▶ _Study material_:
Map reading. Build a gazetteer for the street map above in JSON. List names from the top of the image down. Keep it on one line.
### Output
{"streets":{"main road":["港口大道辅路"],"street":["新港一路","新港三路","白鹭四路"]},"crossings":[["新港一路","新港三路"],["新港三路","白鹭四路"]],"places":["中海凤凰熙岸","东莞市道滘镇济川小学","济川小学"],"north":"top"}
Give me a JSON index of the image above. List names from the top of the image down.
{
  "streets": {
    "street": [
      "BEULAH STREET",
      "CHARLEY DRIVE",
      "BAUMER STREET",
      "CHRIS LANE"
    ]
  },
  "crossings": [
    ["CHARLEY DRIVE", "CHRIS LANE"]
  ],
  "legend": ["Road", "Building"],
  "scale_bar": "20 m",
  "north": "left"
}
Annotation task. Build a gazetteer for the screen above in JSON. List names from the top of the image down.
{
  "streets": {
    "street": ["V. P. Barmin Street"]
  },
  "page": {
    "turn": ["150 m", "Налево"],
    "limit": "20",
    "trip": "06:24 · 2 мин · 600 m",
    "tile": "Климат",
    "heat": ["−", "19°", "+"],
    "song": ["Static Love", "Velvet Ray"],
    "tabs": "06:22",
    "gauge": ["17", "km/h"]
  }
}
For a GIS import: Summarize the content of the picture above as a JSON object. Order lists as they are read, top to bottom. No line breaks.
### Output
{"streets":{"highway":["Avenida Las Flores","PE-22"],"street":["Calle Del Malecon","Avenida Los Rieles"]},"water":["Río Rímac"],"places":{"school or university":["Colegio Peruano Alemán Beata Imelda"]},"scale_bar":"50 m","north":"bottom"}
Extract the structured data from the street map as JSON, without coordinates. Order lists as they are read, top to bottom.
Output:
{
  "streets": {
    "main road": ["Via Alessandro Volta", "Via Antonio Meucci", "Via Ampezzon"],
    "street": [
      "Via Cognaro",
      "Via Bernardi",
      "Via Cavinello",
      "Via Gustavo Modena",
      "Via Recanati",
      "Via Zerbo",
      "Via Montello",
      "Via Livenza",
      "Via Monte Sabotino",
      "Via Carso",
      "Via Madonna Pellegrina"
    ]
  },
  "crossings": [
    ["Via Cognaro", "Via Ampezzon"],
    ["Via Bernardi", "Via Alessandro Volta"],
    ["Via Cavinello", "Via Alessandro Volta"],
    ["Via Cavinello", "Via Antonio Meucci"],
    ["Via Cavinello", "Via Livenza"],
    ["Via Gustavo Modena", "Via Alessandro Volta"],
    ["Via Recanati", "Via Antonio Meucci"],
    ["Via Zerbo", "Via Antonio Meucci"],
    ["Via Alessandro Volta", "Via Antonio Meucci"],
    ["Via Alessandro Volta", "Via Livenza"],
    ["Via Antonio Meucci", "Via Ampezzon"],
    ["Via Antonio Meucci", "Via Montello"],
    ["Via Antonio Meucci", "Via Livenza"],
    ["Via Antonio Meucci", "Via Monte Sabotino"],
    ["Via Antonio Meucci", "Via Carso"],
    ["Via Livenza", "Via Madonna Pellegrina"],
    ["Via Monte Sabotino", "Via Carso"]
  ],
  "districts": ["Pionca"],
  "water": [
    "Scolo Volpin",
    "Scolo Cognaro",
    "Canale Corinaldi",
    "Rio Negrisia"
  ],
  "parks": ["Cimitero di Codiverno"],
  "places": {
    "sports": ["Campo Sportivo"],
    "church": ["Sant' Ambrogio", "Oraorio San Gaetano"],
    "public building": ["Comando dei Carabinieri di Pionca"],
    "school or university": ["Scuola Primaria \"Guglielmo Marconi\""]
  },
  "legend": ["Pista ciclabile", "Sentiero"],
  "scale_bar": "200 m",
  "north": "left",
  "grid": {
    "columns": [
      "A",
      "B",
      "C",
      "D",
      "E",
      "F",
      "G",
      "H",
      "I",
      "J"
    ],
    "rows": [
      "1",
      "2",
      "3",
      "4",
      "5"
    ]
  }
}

▶ _Problem description_: Please repeat every record above word for word.

▶ _Answer below_:
Map reading. Build a gazetteer for the street map above in JSON. List names from the top of the image down. Keep it on one line.
### Output
{"streets":{"main road":["港口大道辅路"],"street":["新港一路","新港三路","白鹭四路"]},"crossings":[["新港一路","新港三路"],["新港三路","白鹭四路"]],"places":["中海凤凰熙岸","东莞市道滘镇济川小学","济川小学"],"north":"top"}
Give me a JSON index of the image above. List names from the top of the image down.
{
  "streets": {
    "street": [
      "BEULAH STREET",
      "CHARLEY DRIVE",
      "BAUMER STREET",
      "CHRIS LANE"
    ]
  },
  "crossings": [
    ["CHARLEY DRIVE", "CHRIS LANE"]
  ],
  "legend": ["Road", "Building"],
  "scale_bar": "20 m",
  "north": "left"
}
Annotation task. Build a gazetteer for the screen above in JSON. List names from the top of the image down.
{
  "streets": {
    "street": ["V. P. Barmin Street"]
  },
  "page": {
    "turn": ["150 m", "Налево"],
    "limit": "20",
    "trip": "06:24 · 2 мин · 600 m",
    "tile": "Климат",
    "heat": ["−", "19°", "+"],
    "song": ["Static Love", "Velvet Ray"],
    "tabs": "06:22",
    "gauge": ["17", "km/h"]
  }
}
For a GIS import: Summarize the content of the picture above as a JSON object. Order lists as they are read, top to bottom. No line breaks.
### Output
{"streets":{"highway":["Avenida Las Flores","PE-22"],"street":["Calle Del Malecon","Avenida Los Rieles"]},"water":["Río Rímac"],"places":{"school or university":["Colegio Peruano Alemán Beata Imelda"]},"scale_bar":"50 m","north":"bottom"}
Extract the structured data from the street map as JSON, without coordinates. Order lists as they are read, top to bottom.
Output:
{
  "streets": {
    "main road": ["Via Alessandro Volta", "Via Antonio Meucci", "Via Ampezzon"],
    "street": [
      "Via Cognaro",
      "Via Bernardi",
      "Via Cavinello",
      "Via Gustavo Modena",
      "Via Recanati",
      "Via Zerbo",
      "Via Montello",
      "Via Livenza",
      "Via Monte Sabotino",
      "Via Carso",
      "Via Madonna Pellegrina"
    ]
  },
  "crossings": [
    ["Via Cognaro", "Via Ampezzon"],
    ["Via Bernardi", "Via Alessandro Volta"],
    ["Via Cavinello", "Via Alessandro Volta"],
    ["Via Cavinello", "Via Antonio Meucci"],
    ["Via Cavinello", "Via Livenza"],
    ["Via Gustavo Modena", "Via Alessandro Volta"],
    ["Via Recanati", "Via Antonio Meucci"],
    ["Via Zerbo", "Via Antonio Meucci"],
    ["Via Alessandro Volta", "Via Antonio Meucci"],
    ["Via Alessandro Volta", "Via Livenza"],
    ["Via Antonio Meucci", "Via Ampezzon"],
    ["Via Antonio Meucci", "Via Montello"],
    ["Via Antonio Meucci", "Via Livenza"],
    ["Via Antonio Meucci", "Via Monte Sabotino"],
    ["Via Antonio Meucci", "Via Carso"],
    ["Via Livenza", "Via Madonna Pellegrina"],
    ["Via Monte Sabotino", "Via Carso"]
  ],
  "districts": ["Pionca"],
  "water": [
    "Scolo Volpin",
    "Scolo Cognaro",
    "Canale Corinaldi",
    "Rio Negrisia"
  ],
  "parks": ["Cimitero di Codiverno"],
  "places": {
    "sports": ["Campo Sportivo"],
    "church": ["Sant' Ambrogio", "Oraorio San Gaetano"],
    "public building": ["Comando dei Carabinieri di Pionca"],
    "school or university": ["Scuola Primaria \"Guglielmo Marconi\""]
  },
  "legend": ["Pista ciclabile", "Sentiero"],
  "scale_bar": "200 m",
  "north": "left",
  "grid": {
    "columns": [
      "A",
      "B",
      "C",
      "D",
      "E",
      "F",
      "G",
      "H",
      "I",
      "J"
    ],
    "rows": [
      "1",
      "2",
      "3",
      "4",
      "5"
    ]
  }
}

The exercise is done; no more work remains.